[[ Available data, beginning ]]

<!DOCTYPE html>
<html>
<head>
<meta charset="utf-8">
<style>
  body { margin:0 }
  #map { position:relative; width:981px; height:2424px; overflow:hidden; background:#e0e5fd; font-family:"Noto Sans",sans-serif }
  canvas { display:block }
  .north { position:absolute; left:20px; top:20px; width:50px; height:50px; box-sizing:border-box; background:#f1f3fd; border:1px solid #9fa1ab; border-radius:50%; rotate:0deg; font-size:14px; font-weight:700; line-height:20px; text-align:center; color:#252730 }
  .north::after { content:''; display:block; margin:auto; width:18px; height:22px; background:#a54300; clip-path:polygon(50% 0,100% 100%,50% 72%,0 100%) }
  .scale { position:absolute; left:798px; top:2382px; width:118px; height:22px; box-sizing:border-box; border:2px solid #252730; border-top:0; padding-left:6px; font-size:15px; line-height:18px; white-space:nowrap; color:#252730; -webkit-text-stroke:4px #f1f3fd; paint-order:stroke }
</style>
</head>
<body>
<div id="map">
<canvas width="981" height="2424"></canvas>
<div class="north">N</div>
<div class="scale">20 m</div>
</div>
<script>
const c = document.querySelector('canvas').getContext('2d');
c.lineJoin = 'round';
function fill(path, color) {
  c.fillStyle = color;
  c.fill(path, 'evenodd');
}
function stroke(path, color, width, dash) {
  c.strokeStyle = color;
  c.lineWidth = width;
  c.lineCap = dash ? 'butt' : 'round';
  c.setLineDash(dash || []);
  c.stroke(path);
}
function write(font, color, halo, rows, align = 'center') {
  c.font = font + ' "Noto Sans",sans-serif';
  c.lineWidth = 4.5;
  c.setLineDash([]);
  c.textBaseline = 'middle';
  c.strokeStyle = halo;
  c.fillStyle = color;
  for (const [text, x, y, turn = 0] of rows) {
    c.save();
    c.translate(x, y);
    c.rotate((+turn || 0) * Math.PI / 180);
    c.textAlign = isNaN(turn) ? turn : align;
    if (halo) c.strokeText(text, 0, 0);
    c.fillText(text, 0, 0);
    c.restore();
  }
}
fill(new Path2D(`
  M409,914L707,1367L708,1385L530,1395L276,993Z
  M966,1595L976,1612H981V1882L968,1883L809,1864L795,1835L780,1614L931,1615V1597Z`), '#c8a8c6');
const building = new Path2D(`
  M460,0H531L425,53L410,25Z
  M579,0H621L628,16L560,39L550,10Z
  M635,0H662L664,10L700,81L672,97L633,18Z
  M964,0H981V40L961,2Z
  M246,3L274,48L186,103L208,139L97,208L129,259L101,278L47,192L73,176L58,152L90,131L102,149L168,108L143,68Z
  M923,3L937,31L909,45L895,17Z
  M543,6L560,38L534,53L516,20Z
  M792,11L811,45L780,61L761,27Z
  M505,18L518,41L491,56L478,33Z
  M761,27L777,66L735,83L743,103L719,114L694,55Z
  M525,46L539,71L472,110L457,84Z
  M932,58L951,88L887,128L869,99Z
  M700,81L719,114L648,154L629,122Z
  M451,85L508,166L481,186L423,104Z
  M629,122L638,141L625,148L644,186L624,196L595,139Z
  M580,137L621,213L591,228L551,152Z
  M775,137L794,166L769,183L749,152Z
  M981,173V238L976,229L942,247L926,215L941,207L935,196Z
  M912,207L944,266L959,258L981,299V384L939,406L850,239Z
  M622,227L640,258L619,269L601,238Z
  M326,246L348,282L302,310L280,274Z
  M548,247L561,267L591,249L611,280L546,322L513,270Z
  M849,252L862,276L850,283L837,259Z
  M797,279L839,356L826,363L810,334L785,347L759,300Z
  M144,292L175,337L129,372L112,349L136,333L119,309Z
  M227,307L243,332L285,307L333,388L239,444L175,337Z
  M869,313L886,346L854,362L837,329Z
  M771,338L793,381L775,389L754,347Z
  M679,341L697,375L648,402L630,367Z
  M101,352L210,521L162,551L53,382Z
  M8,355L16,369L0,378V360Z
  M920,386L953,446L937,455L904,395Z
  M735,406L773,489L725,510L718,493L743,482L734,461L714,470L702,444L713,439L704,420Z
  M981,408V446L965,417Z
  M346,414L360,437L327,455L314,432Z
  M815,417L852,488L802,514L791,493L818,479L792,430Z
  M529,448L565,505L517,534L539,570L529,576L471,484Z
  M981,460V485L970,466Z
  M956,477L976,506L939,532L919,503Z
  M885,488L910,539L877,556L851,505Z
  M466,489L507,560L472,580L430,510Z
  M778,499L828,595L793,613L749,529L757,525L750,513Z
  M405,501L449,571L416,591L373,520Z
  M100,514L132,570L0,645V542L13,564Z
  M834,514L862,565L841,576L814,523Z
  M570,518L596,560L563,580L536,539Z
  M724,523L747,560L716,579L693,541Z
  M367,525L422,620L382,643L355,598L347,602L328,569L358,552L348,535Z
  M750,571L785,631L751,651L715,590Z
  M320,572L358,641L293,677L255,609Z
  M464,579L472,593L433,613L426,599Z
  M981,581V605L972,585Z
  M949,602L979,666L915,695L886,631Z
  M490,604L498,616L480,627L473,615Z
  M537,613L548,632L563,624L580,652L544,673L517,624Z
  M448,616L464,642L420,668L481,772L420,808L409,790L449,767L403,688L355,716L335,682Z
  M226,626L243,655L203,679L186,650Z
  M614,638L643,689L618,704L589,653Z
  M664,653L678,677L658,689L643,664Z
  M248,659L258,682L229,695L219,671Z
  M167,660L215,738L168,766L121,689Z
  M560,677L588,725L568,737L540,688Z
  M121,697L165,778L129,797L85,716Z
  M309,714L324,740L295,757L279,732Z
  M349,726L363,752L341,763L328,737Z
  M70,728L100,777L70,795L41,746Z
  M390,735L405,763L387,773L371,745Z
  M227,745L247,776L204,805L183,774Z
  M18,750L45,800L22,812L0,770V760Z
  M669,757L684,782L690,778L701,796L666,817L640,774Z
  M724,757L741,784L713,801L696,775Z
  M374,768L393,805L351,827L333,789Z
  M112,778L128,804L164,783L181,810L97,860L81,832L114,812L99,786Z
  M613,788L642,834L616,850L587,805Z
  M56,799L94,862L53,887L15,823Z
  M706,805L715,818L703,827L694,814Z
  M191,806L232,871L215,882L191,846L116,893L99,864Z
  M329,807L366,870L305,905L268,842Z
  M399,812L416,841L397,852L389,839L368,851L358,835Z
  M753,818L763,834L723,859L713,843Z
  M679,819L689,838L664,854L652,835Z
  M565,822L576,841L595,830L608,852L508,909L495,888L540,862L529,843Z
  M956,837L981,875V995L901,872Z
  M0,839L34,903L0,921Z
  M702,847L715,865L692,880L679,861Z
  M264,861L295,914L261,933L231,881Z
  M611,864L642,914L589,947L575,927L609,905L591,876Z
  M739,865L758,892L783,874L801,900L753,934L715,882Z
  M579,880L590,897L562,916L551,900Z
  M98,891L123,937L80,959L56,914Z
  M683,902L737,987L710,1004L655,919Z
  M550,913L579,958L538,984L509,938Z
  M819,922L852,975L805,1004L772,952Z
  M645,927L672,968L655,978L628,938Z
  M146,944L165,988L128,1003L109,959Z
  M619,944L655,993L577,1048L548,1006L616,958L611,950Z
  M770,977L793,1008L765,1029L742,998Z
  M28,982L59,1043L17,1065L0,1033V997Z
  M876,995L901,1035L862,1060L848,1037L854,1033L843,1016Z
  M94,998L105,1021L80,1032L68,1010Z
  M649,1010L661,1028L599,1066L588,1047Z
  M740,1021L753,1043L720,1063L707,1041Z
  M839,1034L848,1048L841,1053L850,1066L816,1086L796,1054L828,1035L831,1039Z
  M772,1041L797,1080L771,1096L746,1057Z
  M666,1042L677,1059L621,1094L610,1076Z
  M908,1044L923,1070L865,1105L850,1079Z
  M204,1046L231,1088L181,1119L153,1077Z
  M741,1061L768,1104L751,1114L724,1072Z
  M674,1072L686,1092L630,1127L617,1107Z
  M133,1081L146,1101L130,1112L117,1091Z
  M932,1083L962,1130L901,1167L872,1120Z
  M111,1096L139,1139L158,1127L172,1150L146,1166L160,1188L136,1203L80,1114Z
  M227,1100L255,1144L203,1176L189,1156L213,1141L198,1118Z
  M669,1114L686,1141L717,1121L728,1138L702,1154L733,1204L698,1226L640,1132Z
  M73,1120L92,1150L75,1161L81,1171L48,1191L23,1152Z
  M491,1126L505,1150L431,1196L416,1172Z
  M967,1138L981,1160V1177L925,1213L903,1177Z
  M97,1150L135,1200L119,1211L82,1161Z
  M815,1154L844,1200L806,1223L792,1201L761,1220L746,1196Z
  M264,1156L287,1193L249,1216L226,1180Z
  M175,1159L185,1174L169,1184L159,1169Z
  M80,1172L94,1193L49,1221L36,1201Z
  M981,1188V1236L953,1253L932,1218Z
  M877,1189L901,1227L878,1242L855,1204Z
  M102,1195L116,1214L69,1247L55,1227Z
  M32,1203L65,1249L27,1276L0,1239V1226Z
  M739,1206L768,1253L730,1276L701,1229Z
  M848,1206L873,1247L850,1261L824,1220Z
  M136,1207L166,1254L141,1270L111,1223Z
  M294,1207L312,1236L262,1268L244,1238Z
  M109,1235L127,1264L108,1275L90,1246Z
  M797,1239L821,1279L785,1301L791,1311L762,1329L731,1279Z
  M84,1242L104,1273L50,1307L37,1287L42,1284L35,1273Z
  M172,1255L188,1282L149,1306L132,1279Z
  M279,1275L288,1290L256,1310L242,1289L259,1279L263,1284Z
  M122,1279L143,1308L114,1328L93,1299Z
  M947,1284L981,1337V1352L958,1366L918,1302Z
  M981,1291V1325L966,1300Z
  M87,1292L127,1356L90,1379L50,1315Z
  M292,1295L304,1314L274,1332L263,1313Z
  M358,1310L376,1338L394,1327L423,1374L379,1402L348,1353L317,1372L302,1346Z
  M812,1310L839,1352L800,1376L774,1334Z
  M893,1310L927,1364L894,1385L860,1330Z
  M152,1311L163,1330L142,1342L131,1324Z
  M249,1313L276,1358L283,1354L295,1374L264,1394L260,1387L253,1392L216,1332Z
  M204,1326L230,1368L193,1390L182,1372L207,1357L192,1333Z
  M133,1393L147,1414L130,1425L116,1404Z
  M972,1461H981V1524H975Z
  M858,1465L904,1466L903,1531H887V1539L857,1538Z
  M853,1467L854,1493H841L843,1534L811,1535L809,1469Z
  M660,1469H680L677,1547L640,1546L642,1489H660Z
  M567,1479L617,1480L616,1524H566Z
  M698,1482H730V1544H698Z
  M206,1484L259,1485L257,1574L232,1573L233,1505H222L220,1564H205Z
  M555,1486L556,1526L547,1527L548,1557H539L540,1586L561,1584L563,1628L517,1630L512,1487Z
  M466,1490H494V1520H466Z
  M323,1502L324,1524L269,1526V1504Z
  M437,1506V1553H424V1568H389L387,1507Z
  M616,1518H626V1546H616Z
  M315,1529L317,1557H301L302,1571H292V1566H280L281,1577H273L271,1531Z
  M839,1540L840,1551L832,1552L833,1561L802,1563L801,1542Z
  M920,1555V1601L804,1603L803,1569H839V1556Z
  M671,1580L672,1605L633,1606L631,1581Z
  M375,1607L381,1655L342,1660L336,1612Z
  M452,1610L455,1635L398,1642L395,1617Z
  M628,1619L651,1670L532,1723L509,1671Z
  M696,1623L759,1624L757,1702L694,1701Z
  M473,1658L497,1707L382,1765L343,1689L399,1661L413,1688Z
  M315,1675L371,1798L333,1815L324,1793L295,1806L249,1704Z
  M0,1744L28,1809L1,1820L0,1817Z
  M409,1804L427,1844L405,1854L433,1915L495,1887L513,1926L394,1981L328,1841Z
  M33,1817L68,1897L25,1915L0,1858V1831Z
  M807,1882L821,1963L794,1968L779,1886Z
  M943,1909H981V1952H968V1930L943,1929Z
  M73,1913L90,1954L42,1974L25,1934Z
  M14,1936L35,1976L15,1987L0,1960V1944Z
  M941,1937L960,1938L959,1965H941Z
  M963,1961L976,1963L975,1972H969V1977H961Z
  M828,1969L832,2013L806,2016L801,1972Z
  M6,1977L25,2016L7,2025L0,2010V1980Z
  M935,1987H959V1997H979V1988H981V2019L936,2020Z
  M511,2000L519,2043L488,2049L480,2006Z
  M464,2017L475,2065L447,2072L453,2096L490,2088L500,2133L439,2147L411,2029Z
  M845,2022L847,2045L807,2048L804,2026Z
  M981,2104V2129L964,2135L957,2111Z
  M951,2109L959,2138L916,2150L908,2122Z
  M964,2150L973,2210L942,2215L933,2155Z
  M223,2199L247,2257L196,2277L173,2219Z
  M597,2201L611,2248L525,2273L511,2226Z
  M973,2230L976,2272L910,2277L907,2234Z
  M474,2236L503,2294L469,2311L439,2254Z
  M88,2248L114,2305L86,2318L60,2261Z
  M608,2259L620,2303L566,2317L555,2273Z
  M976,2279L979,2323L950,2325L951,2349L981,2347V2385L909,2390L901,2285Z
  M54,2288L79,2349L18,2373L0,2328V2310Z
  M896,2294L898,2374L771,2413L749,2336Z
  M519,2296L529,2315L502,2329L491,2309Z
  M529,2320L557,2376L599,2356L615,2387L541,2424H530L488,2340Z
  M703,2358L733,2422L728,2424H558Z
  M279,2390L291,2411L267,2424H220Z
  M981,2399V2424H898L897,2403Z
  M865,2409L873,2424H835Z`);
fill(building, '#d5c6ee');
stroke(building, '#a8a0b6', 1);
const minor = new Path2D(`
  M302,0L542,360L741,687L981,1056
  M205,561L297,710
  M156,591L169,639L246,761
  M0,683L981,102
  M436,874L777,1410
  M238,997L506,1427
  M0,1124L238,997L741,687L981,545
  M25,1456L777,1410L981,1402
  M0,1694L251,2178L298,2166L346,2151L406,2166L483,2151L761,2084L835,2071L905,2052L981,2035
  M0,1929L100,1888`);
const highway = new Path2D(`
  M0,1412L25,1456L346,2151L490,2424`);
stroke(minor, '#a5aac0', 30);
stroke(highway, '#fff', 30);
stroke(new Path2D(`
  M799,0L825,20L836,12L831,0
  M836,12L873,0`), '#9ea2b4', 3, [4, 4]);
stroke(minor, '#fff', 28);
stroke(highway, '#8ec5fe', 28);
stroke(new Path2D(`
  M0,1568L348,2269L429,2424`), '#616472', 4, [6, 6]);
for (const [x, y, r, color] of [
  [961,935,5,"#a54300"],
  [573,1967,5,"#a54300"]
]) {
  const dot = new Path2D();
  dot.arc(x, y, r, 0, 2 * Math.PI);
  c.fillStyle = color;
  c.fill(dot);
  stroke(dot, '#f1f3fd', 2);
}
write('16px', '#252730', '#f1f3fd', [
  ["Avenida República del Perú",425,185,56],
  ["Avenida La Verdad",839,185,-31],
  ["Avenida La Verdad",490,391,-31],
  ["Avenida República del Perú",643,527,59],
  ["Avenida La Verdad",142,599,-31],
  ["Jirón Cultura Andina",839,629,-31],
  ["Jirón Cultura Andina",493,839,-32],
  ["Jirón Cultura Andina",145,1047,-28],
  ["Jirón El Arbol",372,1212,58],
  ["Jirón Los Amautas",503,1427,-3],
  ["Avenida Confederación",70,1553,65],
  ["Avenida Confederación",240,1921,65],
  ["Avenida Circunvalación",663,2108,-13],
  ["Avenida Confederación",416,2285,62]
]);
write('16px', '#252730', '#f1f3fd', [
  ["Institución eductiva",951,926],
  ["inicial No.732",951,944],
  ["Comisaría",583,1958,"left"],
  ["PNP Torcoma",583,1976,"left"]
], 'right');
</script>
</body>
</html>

[[ Available data, end ]]

Instructions for the task: If a line of the data contains the word "Math", it should be counted; state the total and nothing more.

Task output: 2